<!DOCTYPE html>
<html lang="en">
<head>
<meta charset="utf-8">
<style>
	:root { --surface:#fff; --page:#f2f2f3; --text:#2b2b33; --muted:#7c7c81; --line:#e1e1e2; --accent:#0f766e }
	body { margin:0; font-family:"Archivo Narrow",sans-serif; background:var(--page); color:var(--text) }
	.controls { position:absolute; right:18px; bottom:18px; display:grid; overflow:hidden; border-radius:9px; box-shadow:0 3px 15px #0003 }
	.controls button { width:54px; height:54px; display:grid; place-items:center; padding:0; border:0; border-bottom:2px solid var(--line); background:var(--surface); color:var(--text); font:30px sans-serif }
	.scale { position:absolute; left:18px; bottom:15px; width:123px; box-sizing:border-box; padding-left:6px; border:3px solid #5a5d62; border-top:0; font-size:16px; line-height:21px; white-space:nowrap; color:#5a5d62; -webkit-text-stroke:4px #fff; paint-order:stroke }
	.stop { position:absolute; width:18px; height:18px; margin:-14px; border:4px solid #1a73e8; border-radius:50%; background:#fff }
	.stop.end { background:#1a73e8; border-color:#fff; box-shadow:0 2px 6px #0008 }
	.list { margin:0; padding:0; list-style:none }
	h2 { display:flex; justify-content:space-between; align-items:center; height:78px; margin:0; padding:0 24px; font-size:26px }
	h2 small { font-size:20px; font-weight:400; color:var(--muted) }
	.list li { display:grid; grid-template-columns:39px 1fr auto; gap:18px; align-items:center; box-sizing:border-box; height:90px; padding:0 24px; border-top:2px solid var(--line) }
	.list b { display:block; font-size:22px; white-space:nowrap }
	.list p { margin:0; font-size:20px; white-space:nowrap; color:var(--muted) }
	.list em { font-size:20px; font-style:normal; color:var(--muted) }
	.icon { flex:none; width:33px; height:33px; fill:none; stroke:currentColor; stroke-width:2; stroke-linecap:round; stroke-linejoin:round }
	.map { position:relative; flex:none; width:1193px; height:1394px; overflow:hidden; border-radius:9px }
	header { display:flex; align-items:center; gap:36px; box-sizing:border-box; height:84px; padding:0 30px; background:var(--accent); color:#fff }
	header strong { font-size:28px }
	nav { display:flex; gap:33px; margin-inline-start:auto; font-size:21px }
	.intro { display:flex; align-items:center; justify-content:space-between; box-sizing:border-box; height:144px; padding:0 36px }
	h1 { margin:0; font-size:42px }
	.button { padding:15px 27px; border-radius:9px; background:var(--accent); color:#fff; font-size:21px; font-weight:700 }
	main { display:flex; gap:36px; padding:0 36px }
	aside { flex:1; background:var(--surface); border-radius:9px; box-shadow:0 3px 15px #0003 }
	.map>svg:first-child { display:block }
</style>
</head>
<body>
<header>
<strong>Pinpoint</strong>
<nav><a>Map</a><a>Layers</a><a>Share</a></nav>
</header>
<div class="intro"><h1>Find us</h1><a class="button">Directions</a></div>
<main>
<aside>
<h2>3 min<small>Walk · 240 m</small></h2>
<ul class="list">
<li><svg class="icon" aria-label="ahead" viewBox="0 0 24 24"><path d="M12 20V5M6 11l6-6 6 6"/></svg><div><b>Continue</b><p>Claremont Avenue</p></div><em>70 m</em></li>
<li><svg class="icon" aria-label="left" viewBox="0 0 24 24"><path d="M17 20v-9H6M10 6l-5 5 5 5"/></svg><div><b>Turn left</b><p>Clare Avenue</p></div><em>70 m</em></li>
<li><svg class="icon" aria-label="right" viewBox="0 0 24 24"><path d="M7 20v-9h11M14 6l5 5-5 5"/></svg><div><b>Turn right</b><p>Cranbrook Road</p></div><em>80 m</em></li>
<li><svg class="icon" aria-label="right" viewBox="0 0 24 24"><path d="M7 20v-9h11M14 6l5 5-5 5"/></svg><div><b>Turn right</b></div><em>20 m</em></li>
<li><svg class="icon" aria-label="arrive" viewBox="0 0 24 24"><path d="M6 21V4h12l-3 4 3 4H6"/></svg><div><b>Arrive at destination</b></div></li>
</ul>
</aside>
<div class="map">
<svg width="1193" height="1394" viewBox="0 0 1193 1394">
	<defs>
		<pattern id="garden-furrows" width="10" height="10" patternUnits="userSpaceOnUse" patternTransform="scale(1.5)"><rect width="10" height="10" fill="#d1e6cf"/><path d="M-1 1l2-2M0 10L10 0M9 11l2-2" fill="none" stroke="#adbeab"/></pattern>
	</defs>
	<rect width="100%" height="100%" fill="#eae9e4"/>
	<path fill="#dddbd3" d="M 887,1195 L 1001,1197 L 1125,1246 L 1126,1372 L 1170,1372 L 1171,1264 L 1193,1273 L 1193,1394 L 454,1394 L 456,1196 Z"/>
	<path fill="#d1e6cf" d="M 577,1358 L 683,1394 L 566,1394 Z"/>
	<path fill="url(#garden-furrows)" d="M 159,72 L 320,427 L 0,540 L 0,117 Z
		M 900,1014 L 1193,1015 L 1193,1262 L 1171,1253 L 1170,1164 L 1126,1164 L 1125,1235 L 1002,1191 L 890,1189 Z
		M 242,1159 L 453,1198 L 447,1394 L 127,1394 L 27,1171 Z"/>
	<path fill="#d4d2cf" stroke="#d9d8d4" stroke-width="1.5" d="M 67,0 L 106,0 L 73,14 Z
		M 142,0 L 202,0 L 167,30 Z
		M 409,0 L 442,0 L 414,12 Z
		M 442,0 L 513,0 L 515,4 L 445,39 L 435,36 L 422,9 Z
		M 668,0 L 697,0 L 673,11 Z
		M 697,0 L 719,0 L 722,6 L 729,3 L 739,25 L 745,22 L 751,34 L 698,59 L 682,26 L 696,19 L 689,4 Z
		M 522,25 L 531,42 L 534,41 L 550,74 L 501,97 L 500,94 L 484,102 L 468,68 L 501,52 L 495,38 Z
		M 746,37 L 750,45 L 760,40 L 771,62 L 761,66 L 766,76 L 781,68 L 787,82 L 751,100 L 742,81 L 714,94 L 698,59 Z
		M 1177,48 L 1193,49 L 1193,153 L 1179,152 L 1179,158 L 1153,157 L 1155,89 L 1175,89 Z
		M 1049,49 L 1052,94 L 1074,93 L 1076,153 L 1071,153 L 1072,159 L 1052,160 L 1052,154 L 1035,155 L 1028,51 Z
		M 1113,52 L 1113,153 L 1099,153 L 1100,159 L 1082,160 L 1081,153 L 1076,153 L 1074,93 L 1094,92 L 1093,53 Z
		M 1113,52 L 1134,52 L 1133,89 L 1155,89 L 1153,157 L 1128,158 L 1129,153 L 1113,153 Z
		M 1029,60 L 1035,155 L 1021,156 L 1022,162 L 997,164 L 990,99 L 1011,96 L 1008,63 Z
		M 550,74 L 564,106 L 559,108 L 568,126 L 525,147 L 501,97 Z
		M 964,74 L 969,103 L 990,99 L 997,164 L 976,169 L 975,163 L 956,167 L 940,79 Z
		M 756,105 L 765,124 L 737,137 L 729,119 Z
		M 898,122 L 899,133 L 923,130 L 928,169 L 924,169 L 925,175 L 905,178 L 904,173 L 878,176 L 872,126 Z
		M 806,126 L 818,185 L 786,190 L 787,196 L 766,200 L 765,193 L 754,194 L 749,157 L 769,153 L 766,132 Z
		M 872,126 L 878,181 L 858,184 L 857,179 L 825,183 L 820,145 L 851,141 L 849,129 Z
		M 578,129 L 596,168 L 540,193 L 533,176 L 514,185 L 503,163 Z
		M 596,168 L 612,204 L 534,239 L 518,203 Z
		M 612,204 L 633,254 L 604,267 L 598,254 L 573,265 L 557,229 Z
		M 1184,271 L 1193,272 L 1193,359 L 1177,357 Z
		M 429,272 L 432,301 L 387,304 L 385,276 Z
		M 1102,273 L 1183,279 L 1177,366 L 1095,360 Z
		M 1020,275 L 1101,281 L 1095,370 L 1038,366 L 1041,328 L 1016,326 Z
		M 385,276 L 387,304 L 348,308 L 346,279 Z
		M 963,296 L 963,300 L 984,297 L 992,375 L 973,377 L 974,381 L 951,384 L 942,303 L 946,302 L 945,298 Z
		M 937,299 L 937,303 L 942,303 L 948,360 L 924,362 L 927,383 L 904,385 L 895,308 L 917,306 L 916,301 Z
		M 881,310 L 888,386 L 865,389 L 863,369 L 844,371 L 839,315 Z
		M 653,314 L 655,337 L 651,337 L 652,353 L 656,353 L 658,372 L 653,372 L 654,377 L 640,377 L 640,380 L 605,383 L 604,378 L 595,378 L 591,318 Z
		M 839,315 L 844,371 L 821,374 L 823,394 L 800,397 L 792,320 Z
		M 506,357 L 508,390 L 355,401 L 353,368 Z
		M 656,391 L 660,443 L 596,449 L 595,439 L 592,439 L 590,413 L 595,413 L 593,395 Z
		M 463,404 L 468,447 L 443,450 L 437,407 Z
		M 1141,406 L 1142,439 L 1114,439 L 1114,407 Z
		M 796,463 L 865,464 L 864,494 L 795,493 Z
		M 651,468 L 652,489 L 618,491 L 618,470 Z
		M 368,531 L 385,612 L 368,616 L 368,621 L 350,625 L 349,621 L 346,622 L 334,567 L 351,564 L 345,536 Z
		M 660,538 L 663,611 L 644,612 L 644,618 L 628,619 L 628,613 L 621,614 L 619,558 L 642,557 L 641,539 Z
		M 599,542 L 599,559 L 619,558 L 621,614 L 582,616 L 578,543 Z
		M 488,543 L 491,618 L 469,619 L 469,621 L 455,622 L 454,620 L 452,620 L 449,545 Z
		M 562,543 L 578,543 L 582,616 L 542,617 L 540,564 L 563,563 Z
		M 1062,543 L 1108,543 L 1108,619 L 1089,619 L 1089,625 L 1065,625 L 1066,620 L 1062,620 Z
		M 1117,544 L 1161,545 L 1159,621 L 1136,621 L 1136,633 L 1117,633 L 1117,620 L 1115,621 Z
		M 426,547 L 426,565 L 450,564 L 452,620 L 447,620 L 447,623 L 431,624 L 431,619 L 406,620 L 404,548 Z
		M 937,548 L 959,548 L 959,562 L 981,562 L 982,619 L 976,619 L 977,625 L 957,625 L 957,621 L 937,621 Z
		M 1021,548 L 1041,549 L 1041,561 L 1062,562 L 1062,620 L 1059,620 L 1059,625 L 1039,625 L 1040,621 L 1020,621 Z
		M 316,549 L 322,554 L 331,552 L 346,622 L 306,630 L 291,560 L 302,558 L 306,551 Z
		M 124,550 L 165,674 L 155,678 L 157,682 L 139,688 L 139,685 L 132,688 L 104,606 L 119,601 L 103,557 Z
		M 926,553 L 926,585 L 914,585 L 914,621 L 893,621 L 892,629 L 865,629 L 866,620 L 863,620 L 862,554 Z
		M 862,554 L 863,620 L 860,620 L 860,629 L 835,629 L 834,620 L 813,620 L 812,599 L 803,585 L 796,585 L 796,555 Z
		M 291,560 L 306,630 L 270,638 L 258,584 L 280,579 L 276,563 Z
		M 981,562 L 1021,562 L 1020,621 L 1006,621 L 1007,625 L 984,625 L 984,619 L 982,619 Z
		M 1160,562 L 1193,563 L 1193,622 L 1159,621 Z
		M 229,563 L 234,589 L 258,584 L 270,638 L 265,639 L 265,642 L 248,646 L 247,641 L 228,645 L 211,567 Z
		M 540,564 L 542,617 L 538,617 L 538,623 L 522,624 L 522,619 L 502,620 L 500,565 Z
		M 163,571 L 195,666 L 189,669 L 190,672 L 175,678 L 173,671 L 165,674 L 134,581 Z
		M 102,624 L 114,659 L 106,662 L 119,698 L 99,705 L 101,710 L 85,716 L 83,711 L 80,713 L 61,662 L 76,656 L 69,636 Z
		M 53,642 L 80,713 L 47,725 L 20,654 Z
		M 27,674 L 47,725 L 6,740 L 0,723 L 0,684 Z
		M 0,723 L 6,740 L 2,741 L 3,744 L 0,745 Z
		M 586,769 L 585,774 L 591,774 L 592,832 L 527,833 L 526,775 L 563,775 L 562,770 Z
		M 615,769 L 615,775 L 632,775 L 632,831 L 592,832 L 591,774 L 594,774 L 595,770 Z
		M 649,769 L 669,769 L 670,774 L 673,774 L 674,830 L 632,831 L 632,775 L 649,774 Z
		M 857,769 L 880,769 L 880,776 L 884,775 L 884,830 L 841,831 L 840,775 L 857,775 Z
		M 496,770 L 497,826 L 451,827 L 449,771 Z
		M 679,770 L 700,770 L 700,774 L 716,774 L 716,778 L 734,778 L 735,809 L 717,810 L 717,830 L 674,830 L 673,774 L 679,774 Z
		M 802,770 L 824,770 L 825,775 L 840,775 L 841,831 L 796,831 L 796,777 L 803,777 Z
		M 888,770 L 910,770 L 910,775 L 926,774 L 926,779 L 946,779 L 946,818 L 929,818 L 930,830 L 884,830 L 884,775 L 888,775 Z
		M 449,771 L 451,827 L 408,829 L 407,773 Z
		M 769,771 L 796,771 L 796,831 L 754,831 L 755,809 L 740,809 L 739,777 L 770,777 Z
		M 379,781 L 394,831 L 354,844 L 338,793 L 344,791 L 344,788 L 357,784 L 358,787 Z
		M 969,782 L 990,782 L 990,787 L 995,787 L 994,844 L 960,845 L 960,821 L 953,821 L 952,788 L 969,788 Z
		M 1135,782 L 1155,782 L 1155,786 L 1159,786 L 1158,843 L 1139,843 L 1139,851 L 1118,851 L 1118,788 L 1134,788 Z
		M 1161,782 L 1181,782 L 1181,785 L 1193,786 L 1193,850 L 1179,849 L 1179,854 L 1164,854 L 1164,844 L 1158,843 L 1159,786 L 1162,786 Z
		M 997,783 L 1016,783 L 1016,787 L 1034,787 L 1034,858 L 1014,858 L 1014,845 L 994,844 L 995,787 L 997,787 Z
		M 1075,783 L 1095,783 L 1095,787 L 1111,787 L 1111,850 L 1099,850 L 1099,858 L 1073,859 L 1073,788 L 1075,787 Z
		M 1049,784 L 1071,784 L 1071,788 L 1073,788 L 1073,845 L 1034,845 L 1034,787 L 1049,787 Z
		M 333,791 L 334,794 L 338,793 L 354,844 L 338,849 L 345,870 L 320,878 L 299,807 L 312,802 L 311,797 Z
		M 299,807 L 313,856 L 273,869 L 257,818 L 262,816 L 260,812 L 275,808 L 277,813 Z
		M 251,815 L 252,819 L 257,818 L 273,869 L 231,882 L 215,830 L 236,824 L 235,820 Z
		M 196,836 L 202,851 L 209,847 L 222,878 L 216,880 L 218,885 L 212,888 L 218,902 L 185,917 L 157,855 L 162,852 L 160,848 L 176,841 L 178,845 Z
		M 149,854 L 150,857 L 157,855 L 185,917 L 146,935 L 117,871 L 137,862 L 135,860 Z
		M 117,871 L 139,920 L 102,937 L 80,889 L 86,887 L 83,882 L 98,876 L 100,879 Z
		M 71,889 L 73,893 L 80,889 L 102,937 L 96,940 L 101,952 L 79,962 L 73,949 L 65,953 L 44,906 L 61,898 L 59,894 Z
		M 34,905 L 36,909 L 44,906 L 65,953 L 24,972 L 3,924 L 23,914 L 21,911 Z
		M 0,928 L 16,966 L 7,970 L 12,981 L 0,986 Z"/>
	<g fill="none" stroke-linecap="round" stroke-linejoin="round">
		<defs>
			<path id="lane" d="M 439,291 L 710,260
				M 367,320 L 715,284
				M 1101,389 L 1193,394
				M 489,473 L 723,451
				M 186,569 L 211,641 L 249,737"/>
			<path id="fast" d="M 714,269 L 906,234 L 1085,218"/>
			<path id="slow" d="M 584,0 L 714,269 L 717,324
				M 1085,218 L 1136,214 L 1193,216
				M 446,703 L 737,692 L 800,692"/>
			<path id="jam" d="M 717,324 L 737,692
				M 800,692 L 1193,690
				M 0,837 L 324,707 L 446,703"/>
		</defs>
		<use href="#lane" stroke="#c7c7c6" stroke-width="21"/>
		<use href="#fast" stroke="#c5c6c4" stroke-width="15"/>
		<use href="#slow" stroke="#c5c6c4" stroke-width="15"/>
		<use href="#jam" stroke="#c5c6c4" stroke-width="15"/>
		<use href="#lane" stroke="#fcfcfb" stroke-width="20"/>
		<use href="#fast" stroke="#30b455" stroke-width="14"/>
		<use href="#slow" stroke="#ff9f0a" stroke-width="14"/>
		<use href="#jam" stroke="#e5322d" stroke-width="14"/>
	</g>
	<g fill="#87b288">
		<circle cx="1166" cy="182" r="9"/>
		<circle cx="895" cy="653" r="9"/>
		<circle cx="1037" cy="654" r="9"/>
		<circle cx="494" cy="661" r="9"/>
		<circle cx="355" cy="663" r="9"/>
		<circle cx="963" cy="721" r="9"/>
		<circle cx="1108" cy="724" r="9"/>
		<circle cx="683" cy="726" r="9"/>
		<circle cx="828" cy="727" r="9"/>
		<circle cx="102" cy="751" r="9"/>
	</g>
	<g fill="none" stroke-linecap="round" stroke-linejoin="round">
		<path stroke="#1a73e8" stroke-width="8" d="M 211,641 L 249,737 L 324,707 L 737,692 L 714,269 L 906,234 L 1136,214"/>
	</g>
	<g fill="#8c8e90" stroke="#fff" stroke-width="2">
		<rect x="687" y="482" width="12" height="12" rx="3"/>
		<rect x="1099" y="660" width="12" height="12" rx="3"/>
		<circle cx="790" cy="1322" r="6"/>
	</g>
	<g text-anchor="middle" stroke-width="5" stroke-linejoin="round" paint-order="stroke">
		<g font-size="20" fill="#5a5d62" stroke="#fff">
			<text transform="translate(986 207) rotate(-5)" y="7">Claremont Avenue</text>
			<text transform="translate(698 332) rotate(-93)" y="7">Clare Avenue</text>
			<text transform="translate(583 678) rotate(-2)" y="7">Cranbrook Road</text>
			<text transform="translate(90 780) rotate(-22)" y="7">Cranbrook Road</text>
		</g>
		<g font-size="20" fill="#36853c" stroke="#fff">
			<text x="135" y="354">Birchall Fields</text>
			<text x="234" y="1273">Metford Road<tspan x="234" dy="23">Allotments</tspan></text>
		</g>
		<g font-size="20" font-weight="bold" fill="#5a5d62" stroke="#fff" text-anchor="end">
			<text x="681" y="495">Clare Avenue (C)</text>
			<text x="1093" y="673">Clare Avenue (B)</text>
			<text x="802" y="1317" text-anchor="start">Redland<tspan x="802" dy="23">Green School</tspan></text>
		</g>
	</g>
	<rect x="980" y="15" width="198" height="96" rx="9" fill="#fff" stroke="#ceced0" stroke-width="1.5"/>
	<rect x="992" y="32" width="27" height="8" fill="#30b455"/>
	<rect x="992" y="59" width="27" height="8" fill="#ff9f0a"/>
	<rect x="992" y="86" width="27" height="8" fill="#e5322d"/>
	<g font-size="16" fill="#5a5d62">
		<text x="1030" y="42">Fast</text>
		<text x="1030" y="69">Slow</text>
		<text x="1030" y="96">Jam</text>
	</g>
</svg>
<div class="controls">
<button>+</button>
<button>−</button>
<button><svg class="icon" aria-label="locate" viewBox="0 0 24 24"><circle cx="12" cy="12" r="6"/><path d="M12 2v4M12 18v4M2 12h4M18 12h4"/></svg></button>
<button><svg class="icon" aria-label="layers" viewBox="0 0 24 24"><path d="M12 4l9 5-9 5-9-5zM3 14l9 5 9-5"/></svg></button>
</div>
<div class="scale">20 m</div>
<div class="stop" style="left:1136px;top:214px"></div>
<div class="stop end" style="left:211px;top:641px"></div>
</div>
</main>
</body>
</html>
····················
→ What is being asked:
Could you repeat exactly the lines above from the line with "width:54px; height:54px; display:grid;" up to and including the line with "position:absolute; width:18px; height:18px;", and only those?

→ Answer below:
	.controls button { width:54px; height:54px; display:grid; place-items:center; padding:0; border:0; border-bottom:2px solid var(--line); background:var(--surface); color:var(--text); font:30px sans-serif }
	.scale { position:absolute; left:18px; bottom:15px; width:123px; box-sizing:border-box; padding-left:6px; border:3px solid #5a5d62; border-top:0; font-size:16px; line-height:21px; white-space:nowrap; color:#5a5d62; -webkit-text-stroke:4px #fff; paint-order:stroke }
	.stop { position:absolute; width:18px; height:18px; margin:-14px; border:4px solid #1a73e8; border-radius:50%; background:#fff }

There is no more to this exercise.